Italian-language newspaper

Il Risorgimento (English: "The Resurgence") was a liberal, nationalist newspaper founded in Turin, Italy, on 15 December 1847 by Camillo Benso, Count of Cavour and Cesare Balbo, who was a backbone of the "neo-Guelph" party that saw in future a rejuvenated Italy under a republican government with a papal presidency—ideas with which Cavour did not agree. The two men were soon joined by Pietro di Santa Rosa and Michelangelo Castelli, who soon assumed the position of vice-director. Publication began as a result of the relaxation of stringent press control which made the newspaper financially viable. Within weeks the paper, conceived as a weekly, was published daily, as revolutionary events, initiated by an insurgency in Palermo and demonstrations in Genoa, gained momentum. The paper was initiated to form a moderate middle-class "respectable" balance to the more radical "democratic" program of Concordia, which was initiated at the same time. The initial editorial by Cavour made the following claim: "Our aim not being of making money but of enlightening the country and of cooperating with the grand works of "Resurgence" initiated by the government."

Thus without seeming to lead, Cavour's Il Risorgimento offered a regimen of liberal political ideas, of constitutionalism and freedom from foreign control. From its inception, the paper advocated a constitution to be granted by Carlo Alberto of Savoy, the absolute monarch of Sardinia-Piedmont. The eventual constitution was the Statuto Albertino, which was decreed on 8 February 1848. Cavour's editorials were produced with the longer view of preparing Sardinia-Piedmont for a leading role in the coming upheavals, which came to the fore in the revolutionary events of 1848–49. As editor of the newspaper, Cavour gained a great degree of influence in Sardinian politics; in an editorial on 23 March he pressed for a war to drive the Austrians from Lombardy and Venice, where urban revolutions were under way. This proved disastrous for the kingdom with its overwhelming defeat at the Battle of Novara.

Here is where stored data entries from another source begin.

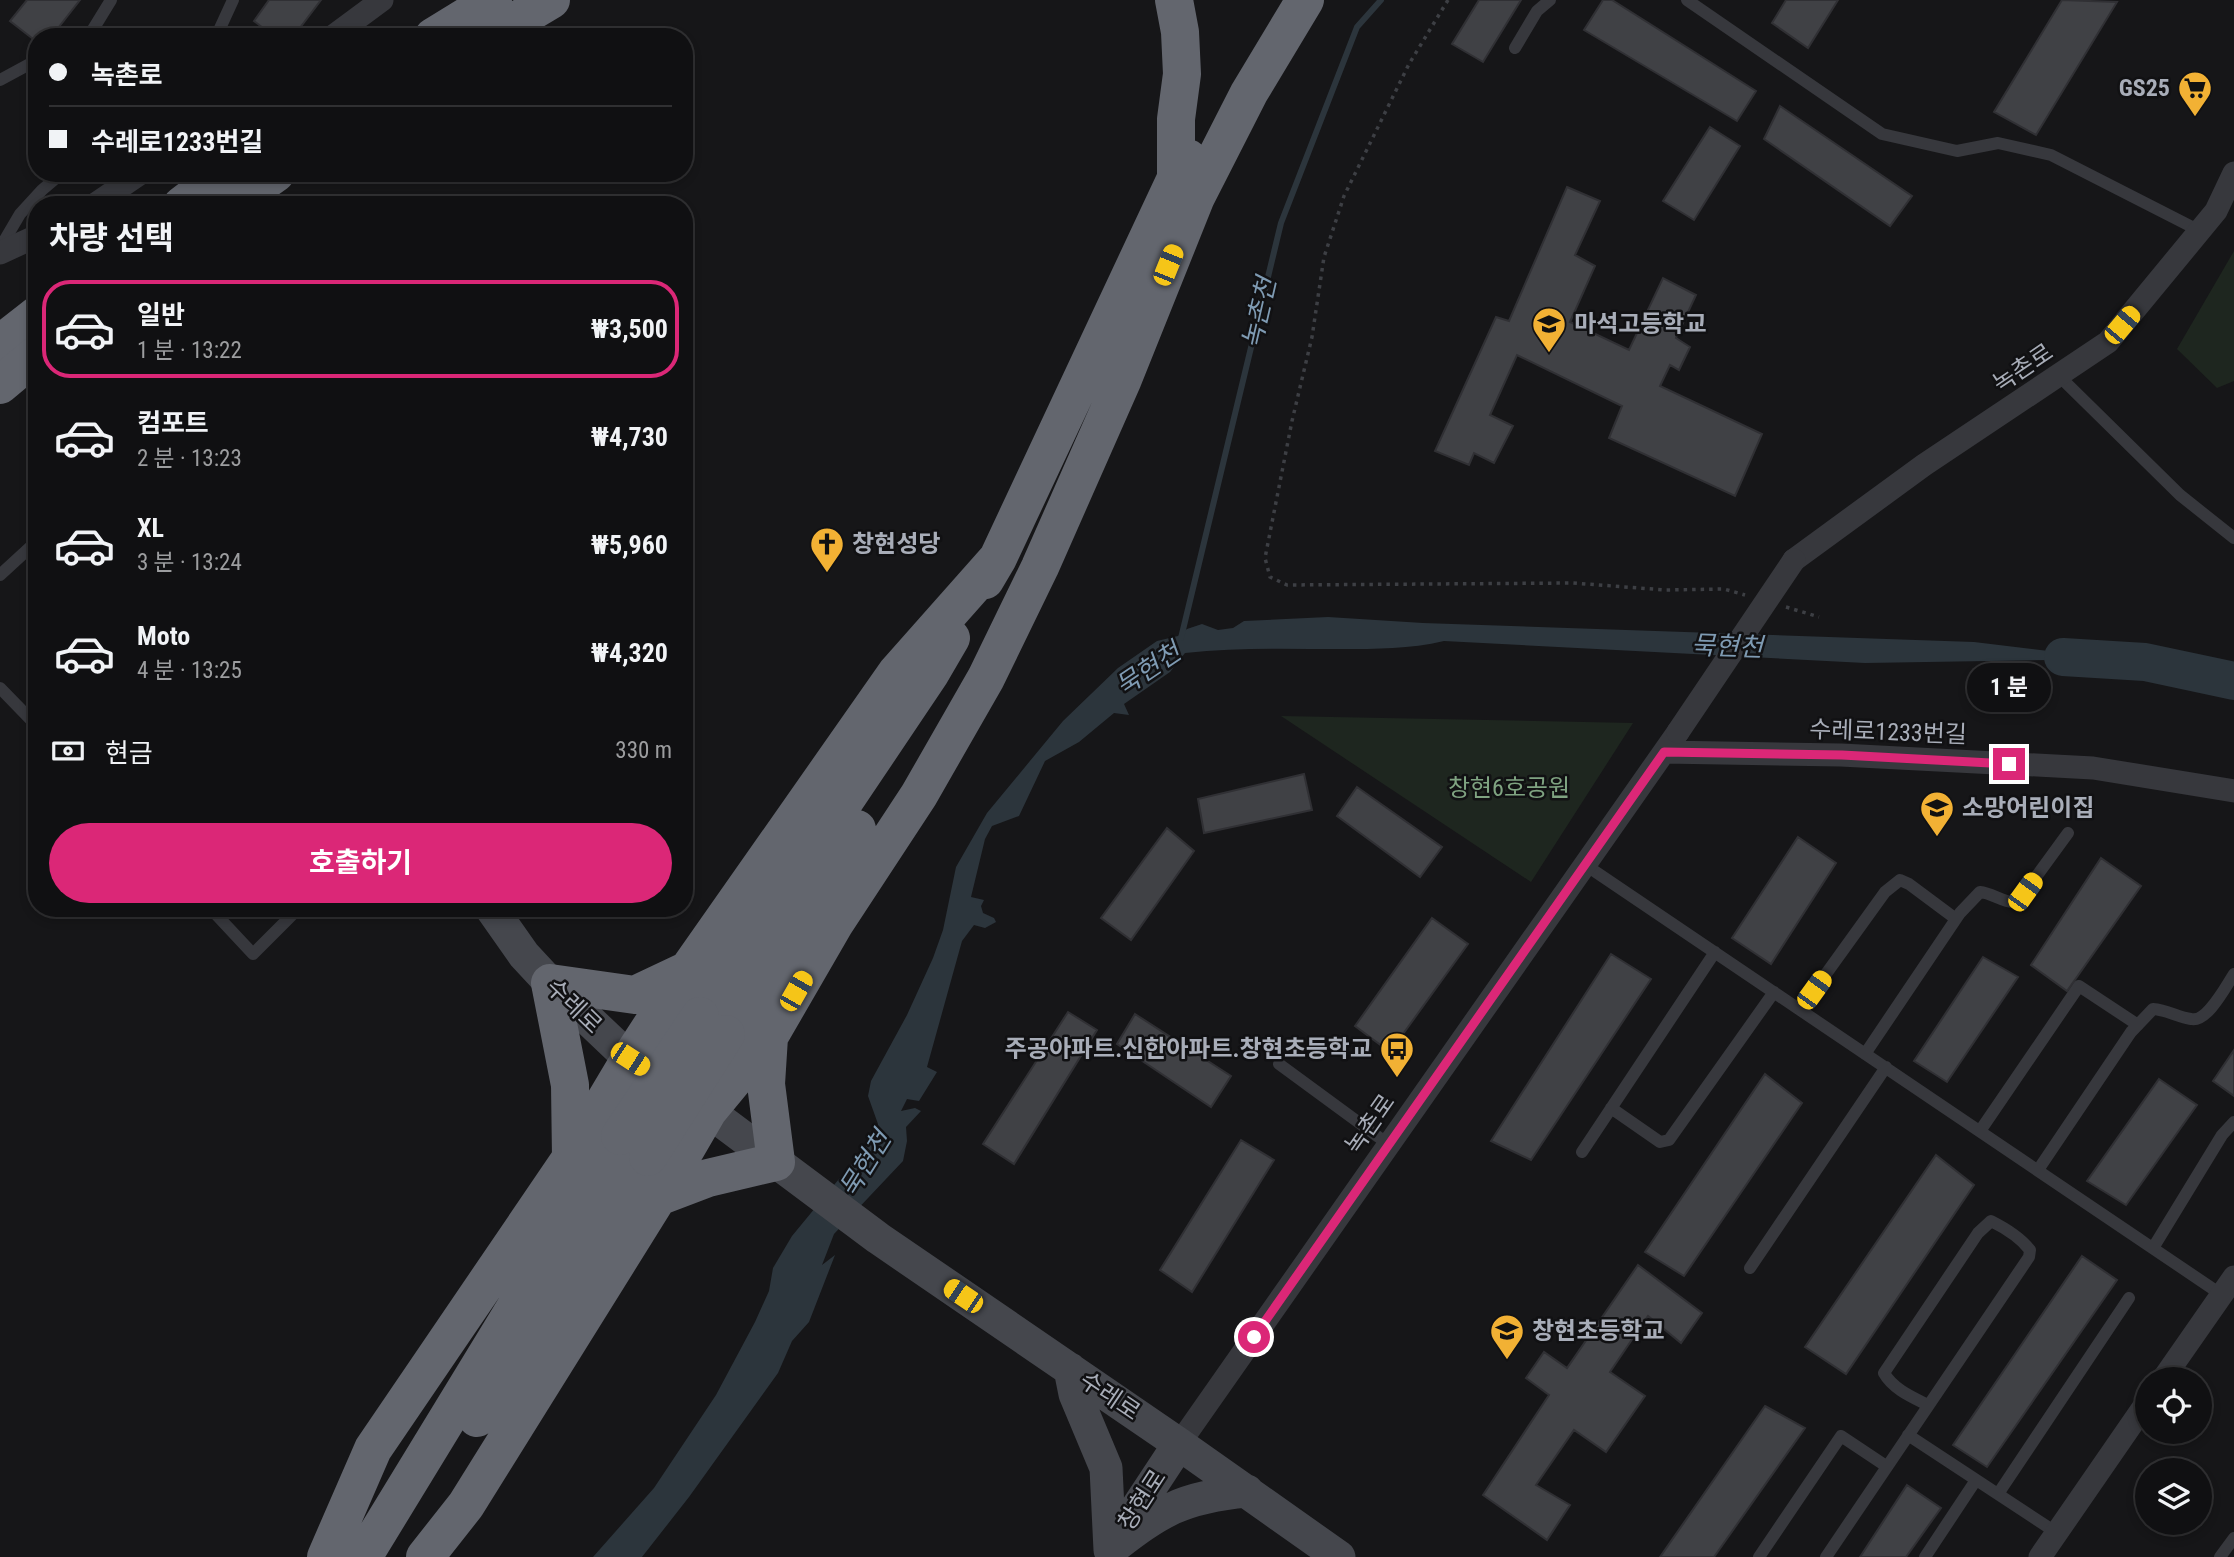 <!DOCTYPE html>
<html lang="ko">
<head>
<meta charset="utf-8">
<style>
  :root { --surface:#101012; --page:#19191b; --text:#f1f3f6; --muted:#9c9d9f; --line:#303032; --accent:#db2777 }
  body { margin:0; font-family:"Roboto Condensed","Noto Sans KR",sans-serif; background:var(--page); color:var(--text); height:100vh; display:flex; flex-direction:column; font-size:26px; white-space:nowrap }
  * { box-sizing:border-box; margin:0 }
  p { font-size:23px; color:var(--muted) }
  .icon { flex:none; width:38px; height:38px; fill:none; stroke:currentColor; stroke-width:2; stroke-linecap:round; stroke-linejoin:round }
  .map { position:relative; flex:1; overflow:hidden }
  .side { position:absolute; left:28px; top:196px; width:665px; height:721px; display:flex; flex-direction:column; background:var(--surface); border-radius:28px; box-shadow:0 4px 10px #0003,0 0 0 2px var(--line) }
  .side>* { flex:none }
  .banner { position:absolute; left:28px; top:28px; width:665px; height:154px; border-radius:28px; box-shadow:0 4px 10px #0003,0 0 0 2px var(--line); display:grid; align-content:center; height:154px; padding:0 21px; background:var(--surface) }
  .buttons { position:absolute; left:2135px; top:1367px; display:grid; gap:14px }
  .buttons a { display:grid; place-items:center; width:77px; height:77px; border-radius:50%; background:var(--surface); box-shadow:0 4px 10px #0003,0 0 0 2px var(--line); font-size:35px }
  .end { position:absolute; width:32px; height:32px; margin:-16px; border:9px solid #db2777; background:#fff; box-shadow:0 0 0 4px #fff }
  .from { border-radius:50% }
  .bubble { position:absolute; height:49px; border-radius:24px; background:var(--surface); box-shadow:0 4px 10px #0003,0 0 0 2px var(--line); font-size:23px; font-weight:700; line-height:49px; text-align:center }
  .car { position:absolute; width:21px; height:42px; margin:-21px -10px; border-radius:9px; box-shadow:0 0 5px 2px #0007; background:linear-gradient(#f5c518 24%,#345 0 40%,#f5c518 0 76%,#345 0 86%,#f5c518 0) }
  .banner b { display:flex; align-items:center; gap:24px; height:66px; font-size:26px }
  .banner b+b { border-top:2px solid var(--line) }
  .banner i { width:18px; height:18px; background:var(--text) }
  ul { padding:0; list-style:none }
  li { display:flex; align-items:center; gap:21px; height:98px; margin:0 14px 10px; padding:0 7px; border:4px solid transparent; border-radius:28px }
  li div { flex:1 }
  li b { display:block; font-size:26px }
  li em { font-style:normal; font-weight:700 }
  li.current { border-color:var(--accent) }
  li>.icon { width:63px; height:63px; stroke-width:1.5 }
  h2 { padding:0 21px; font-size:32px; line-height:84px }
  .pay { display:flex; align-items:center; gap:18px; height:77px; padding:0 21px; font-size:26px }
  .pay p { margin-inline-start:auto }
  .button { display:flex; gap:14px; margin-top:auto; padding:14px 21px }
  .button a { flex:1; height:80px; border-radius:42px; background:var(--accent); color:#fff; font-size:28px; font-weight:700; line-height:80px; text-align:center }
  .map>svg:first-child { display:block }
  .green { fill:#1e261f }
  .water { fill:#2c353c }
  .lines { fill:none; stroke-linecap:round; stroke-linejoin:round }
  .stream { stroke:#2c353c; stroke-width:6 }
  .river { stroke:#2c353c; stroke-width:38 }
  .building { fill:#404145; stroke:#303034; stroke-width:2 }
  .path { stroke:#3d3f44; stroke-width:3.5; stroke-dasharray:3.5 5; stroke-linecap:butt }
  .lane { stroke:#37383d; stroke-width:12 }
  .street { stroke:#37383d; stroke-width:23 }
  .secondary { stroke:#45474d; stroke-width:33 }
  .highway { stroke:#63666e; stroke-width:38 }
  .street-bridge { stroke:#37383d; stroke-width:23 }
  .highway-bridge { stroke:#63666e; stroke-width:38 }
  .route { stroke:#db2777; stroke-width:9 }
  .labels { text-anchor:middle; stroke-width:5; stroke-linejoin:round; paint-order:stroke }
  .poi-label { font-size:24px; font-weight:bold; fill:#a8adb8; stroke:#111113; text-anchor:start }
  .street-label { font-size:24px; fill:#a8adb8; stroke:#111113 }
  .park-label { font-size:24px; fill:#7fa381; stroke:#111113 }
  .water-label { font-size:26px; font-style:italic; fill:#7f9bb3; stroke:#111113 }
</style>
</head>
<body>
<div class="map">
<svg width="2234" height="1557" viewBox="0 0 2234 1557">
  <rect width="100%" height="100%" fill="#161618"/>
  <path class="green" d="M2234,251V381L2217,388L2177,349Z
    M1281,716L1633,723L1531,882Z"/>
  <path class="water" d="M1328,617L1423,623L1974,642L2115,659L1865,663L1444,641C1410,649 1376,649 1342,649C1289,649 1237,647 1185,653L1170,672L1124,704L1129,715L1114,713L1079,742L1045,761L1019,816L992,826L985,839L971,897L984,900L981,906L983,913L994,918L996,922L985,928L974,925L962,941L927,1067L937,1072L919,1101L907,1099L901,1111L915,1108L921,1111L906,1127L907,1141L903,1161L834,1234L822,1265L835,1255L809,1322L792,1341L778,1373L689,1497L642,1557H593L654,1488L716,1395L755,1322L769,1291L773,1268L792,1236L876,1134L878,1124L868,1096L871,1081L907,1015L933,958L943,930L956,867L987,813L1063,721L1118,668L1157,641L1178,636L1187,629L1202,624L1218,630L1233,628L1244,621Z"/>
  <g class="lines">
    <path class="stream" d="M1181,638L1281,223L1357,27L1381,0"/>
    <path class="river" d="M2063,657L2145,662L2234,681"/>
  </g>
  <path class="building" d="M27,0H80L51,37H37V42L10,21Z
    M269,0H321L293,37H275L254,21Z
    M1479,0H1521L1483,62L1452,44Z
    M1603,0H1612L1756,91L1737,121L1584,30Z
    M1786,0H1838L1808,48L1772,23Z
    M2062,0L2117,2L2036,135L1994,112Z
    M1780,106L1912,196L1890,226L1764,139Z
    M1710,127L1740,146L1694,220L1663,201Z
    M1567,187L1600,201L1575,255L1595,266L1570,322L1629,350L1663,278L1696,295L1676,338L1690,347L1679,370L1670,365L1660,386L1762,434L1735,496L1609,438L1622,406L1517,355L1490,415L1513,426L1494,463L1474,453L1469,465L1435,451L1496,317L1509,321Z
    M1304,774L1312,810L1204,833L1198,799Z
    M1357,787L1442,847L1420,877L1337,816Z
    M1167,828L1194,851L1131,940L1101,918Z
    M1798,837L1836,863L1771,964L1732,938Z
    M2101,858L2141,886L2067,991L2031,965Z
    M1432,918L1468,944L1390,1052L1355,1026Z
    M1611,954L1651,979L1531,1160L1491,1141Z
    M1983,957L2018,977L1947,1082L1914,1061Z
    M1068,1012L1097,1030L1014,1164L983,1144Z
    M1135,1014L1231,1076L1211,1107L1117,1044Z
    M2234,1050V1096L2213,1081Z
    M1765,1074L1802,1103L1684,1276L1645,1252Z
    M2159,1079L2197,1105L2126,1205L2087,1181Z
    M1241,1140L1274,1160L1192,1292L1160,1270Z
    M1936,1155L1974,1185L1846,1374L1805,1347Z
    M2082,1256L2117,1280L1987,1467L1953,1445Z
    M1638,1265L1702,1313L1681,1343L1648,1316L1610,1372L1645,1396L1606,1452L1574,1430L1536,1485L1570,1505L1547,1540L1483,1495L1549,1395L1526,1378L1544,1352L1567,1368Z
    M1765,1406L1805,1428L1714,1557H1660Z
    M1907,1485L1941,1508L1906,1557H1860Z"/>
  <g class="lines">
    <path class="path" d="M1448,0L1409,64L1344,196L1324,257L1312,337L1292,421L1265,558L1270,577L1287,585L1573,583L1665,590L1724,589L1745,595
      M1786,607L1819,617"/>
    <path class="lane" d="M1687,0L1882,134L1957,151L1998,143L2051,155L2200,231
      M81,37L92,31L111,0
      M216,37L233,0
      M1515,48L1537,11L1550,0
      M0,80L37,60
      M0,248L20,214L42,190L62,173
      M2058,375L2180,495L2234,538
      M0,575L37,541
      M0,688L37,726
      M1584,864L2222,1295
      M210,908L253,954L299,908
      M1800,1010L1885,892L1900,880L1909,884L1956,919
      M1865,1054L1960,913L1980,892C1992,893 2002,902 2014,902L2025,892L2068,833
      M1279,1064L1388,1144
      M1611,1108L1660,1142L1669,1140L1774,992
      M1980,1131L2079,986L2138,1025
      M1582,1152L1715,952
      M2038,1170L2131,1032L2153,1009C2167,1010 2178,1017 2191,1019C2207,1023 2226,986 2234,974
      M2153,1248L2222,1135L2234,1122
      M1750,1268L1886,1067
      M1908,1435L2057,1533
      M1998,1494L2129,1298
      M1759,1557L1841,1436L1886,1466
      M1826,1557L2029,1257L2030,1250C2020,1237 2005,1228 1991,1221L1978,1233L1884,1373C1893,1389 1912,1397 1928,1405
      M1925,1557L1976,1480
      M2220,1557L2234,1538"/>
    <path class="street" d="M332,37L382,0
      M94,205L141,173
      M0,253L37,236
      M1794,560L1924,465L2108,342L2216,211L2234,173
      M1664,752L1841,755L2093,768L2234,791
      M2163,1379L2234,1277
      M1179,1444L1678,732
      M2040,1557L2147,1402"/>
    <path class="secondary" d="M491,908L524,955L550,983L630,1059L708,1111L878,1238L1179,1444L1339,1557
      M1070,1369L1075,1394L1106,1468L1110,1550
      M1121,1532L1179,1444
      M1110,1550C1160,1511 1182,1497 1247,1491"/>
    <path class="highway" d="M1174,0L1180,32L1182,74L1176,119V178
      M433,37L493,0
      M489,37L551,0
      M182,205L224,173
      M231,205L276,173
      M0,344L37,315
      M985,580L998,558L1176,178L1188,158
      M700,1016L930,674L951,638
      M726,1034L857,829
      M571,1158L570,1085L550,983L635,995L688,970
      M658,1197L708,1178L776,1162L766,1084L769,1037
      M477,1418L648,1157
      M326,1557L373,1449L571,1158L630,1059L688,970L897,672L998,558
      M363,1557L620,1136
      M425,1557L466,1505L658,1197L708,1111L769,1037L835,923L919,795L986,678L1040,567L1123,379L1196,197L1249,93L1305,0"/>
    <path class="street-bridge" d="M1678,732L1794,560"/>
    <path class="highway-bridge" d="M0,385L37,354
      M620,1136L700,1016
      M648,1157L726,1034"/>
  </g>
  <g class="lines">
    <path class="route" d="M1254,1337L1664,752L1842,755L2009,764"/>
  </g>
  <defs>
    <g id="supermarket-pin" transform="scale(1.75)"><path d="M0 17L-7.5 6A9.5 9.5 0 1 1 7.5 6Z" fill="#f2b134" stroke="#111113"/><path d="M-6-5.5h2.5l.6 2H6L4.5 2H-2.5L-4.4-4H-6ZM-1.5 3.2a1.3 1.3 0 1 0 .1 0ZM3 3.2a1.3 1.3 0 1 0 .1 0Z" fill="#111"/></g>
    <g id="school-pin" transform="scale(1.75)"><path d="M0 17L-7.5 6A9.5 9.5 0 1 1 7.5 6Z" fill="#f2b134" stroke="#111113"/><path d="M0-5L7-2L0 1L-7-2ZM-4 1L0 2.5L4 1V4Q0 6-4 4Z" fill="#111"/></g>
    <g id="church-pin" transform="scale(1.75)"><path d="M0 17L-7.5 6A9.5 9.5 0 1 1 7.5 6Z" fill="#f2b134" stroke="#111113"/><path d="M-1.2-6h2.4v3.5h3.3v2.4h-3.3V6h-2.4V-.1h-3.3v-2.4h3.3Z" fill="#111"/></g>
    <g id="bus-pin" transform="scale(1.75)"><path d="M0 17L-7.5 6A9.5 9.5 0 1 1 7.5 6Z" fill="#f2b134" stroke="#111113"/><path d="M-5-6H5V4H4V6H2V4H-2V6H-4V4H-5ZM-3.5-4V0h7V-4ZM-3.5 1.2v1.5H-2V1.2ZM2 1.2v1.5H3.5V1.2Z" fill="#111"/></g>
  </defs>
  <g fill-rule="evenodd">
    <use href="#supermarket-pin" x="2195" y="88"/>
    <use href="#school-pin" x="1549" y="324"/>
    <use href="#church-pin" x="827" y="544"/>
    <use href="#school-pin" x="1937" y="808"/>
    <use href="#bus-pin" x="1397" y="1049"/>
    <use href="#school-pin" x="1507" y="1331"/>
  </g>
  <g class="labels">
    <g class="poi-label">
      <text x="2170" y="96" text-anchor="end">GS25</text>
      <text x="1574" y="332">마석고등학교</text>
      <text x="852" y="552">창현성당</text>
      <text x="1962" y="816">소망어린이집</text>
      <text x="1372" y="1057" text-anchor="end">주공아파트.신한아파트.창현초등학교</text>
      <text x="1532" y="1339">창현초등학교</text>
    </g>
    <g class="street-label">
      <text transform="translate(2023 368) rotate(-34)" y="8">녹촌로</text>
      <text transform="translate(1888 732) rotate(2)" y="8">수레로1233번길</text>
      <text transform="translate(574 1006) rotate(44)" y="8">수레로</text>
      <text transform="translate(1370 1124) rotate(-55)" y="8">녹촌로</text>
      <text transform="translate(1110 1396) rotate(34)" y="8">수레로</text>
      <text transform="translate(1142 1500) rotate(-57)" y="8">창현로</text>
    </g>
    <g class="park-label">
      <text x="1509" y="796">창현6호공원</text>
    </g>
    <g class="water-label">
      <text transform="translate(1259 313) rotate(-77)" y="9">녹촌천</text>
      <text transform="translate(1727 646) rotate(2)" y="9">묵현천</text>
      <text transform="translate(1148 669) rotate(-34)" y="9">묵현천</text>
      <text transform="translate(865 1164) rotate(-58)" y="9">묵현천</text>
    </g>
  </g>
</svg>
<div class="buttons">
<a><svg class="icon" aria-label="locate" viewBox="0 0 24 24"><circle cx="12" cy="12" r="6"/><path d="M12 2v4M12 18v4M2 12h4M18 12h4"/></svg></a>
<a><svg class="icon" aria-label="layers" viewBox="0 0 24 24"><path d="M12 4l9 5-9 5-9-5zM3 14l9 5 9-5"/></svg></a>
</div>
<i class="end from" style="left:1254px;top:1337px"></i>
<i class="end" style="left:2009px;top:764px"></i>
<div class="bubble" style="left:1967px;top:663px;width:84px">1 분</div>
<i class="car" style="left:1168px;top:265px;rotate:22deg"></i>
<i class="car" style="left:2122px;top:325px;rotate:40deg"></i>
<i class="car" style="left:2025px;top:892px;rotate:36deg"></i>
<i class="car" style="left:1814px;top:990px;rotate:36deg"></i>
<i class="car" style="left:796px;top:991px;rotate:30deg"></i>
<i class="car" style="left:630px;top:1059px;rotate:123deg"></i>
<i class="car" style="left:963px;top:1296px;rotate:304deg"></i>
<div class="banner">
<b><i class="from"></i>녹촌로</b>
<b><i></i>수레로1233번길</b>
</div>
<section class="side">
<h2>차량 선택</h2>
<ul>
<li class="current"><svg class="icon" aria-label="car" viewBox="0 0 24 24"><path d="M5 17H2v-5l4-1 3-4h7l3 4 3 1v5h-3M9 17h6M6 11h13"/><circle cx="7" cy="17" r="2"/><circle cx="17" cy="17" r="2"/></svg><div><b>일반</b><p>1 분 · 13:22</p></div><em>₩3,500</em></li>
<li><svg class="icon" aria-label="car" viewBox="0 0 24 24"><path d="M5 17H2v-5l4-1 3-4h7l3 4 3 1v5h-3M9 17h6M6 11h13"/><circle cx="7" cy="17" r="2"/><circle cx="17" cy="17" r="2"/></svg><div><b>컴포트</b><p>2 분 · 13:23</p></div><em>₩4,730</em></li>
<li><svg class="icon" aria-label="car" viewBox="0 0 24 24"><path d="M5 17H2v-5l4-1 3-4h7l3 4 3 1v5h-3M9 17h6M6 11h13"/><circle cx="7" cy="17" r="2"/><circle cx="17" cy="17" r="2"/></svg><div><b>XL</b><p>3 분 · 13:24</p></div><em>₩5,960</em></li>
<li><svg class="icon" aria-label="car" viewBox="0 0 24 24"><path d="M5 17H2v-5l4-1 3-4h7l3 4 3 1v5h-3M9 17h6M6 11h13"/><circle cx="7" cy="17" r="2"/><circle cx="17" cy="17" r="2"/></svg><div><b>Moto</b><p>4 분 · 13:25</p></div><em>₩4,320</em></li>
</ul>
<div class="pay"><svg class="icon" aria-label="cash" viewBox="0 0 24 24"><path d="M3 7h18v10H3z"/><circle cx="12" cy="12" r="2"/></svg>현금<p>330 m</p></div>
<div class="button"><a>호출하기</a></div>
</section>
</div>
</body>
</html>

Although he withdrew as editor in October 1848, Il Risorgimento paved Cavour's way towards entering the government—he was appointed prime minister to Victor Emmanuel II in 1852, after Carlo Alberto's resignation—and a decade's career engineering Italian unification.

In May 1849, Il Risorgimento combined with the more conservative La Nazione, continuing to support government measures.

In the course of the unification of Italy, the term Risorgimento came to be applied to the process of unification itself.